Sanjith Hegde is an Indian playback singer from Bangalore, Karnataka. Sanjith Hegde has rendered film songs in several Indian languages and has several chart hits to his credit. He has sung songs in Kannada, Tamil, Telugu and Hindi. His rendition of "Gunu Gunuguva" from the film Dalapathi composed by Charan Raj topped the music charts for a year. Sanjith won the Gaana Mirchi Music Award for the Best Upcoming Male Vocalist for the song "Kush Kush" from the movie Chamak composed by Judah Sandhy.

Career 
Sanjith Hegde became popular after participating in the Kannada singing reality show Sa Re Ga Ma Pa – Season 13, judged by Rajesh Krishnan, Vijay Prakash and Arjun Janya, broadcast on Zee Kannada. Following which Sanjith also participated in Sa Re Ga Ma Pa – Seniors, judged by Karthik, Vijay Prakash and Srinivas, which was broadcast on Zee Tamil.

Sanjith made his singing debut in the Kannada Film Industry with the song 'Gunu Gunuguva' from the film Dalapathi composed by Charan Raj in 2017. Sanjith made his Tamil debut in the film Kalakalappu 2 with the song 'Thaarumaaru' and Telugu debut in the film Krishnarjuna Yudham with the song 'I Wanna Fly' in 2018. Sanjith's popularity as an individual artist and as a playback singer grew after that juncture, with a number of popular new songs.

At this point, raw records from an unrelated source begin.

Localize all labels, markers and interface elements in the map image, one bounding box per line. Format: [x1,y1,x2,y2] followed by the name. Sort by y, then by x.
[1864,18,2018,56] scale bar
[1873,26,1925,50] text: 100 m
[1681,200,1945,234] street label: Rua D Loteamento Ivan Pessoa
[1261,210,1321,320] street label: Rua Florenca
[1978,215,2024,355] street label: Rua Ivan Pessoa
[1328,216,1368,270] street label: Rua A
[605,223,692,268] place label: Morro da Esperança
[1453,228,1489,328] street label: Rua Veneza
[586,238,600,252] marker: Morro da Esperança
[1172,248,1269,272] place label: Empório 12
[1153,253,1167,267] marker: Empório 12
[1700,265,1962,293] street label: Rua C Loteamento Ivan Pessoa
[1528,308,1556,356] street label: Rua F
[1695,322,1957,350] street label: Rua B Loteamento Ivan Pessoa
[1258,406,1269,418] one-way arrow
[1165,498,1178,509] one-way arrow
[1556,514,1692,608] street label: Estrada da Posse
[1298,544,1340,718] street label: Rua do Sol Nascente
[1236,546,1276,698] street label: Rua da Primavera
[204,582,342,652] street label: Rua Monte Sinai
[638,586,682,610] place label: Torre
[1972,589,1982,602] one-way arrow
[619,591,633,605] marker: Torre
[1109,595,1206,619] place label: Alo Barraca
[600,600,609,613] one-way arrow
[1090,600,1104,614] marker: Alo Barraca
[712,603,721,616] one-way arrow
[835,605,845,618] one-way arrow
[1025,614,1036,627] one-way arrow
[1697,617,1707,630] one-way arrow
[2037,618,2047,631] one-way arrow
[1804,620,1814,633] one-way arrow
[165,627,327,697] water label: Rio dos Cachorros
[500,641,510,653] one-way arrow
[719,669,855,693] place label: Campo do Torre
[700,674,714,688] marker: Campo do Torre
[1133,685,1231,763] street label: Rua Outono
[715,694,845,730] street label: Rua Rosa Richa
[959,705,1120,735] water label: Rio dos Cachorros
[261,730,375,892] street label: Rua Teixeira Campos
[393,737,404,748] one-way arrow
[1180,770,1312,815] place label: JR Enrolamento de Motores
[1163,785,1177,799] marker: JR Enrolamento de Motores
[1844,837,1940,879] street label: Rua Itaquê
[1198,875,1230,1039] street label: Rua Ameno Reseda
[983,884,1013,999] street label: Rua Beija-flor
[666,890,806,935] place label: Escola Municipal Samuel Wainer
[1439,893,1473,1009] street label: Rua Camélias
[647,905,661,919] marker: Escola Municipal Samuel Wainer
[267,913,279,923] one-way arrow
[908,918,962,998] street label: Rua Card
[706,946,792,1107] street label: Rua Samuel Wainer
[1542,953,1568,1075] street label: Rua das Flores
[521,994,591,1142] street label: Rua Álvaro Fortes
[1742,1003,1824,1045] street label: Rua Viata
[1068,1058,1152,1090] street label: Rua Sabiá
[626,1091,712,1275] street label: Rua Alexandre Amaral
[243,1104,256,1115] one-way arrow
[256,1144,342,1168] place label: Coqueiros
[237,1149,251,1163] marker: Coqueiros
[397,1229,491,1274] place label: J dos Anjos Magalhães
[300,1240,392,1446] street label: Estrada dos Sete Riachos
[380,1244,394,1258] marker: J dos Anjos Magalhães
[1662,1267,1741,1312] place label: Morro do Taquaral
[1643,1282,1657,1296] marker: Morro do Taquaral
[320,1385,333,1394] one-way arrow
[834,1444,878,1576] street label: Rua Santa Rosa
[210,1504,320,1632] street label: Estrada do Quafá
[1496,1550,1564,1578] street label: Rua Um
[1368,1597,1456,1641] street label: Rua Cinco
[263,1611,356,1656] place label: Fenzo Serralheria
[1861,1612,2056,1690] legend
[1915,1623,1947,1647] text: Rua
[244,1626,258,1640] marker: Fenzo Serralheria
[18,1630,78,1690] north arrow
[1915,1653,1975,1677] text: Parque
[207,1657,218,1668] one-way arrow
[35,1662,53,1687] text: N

Sanjith Hegde has also performed live in various cities in India and abroad.

Awards and nominations 
 2018: Nominated for SIIMA Award for Best Playback Singer (Male) for "Kush Kush".
 2018: Won the Gaana Mirchi Music Award for Best Upcoming Male Vocalist. 
 2019: Won the Kannada International Music Academy Award for Best Playback Singer Male – Film Music.
 2019: Nominated for SIIMA Award for Best Playback Singer (Male) for "Shaakuntle Sikkalu".
2019:Won - Filmfare Award for Best Playback Singer (Male) - Kannada - "Shaakuntle Sikkalu"- Naduve Antaravirali
 2021: Nominated for SIIMA Award for Best Playback Singer (Male) for "HanuManKind".

Filmography

Discography

References

External links

Sanjith Hegde's performance at Mirchi Music awards South 2018
'Shaakuntle Sikkalu' sung by Sanjith Hegde
'Hinde Hinde Hogu' sung by Sanjith Hegde
Sanjith Hegde Songs on Gaana
Sanjith Hegde Albums 
Sanjith Hegde Songs on Saavn 
Sanjith Hegde Songs on Hungama 
Sanjith Hegde Songson Spotify 
Sanjith hegde Songson Apple Music 
Sanjith Hegde wins Mirchi Music Award

Indian male playback singers
Living people
Kannada playback singers
Singers from Bangalore
Tamil playback singers
Year of birth missing (living people)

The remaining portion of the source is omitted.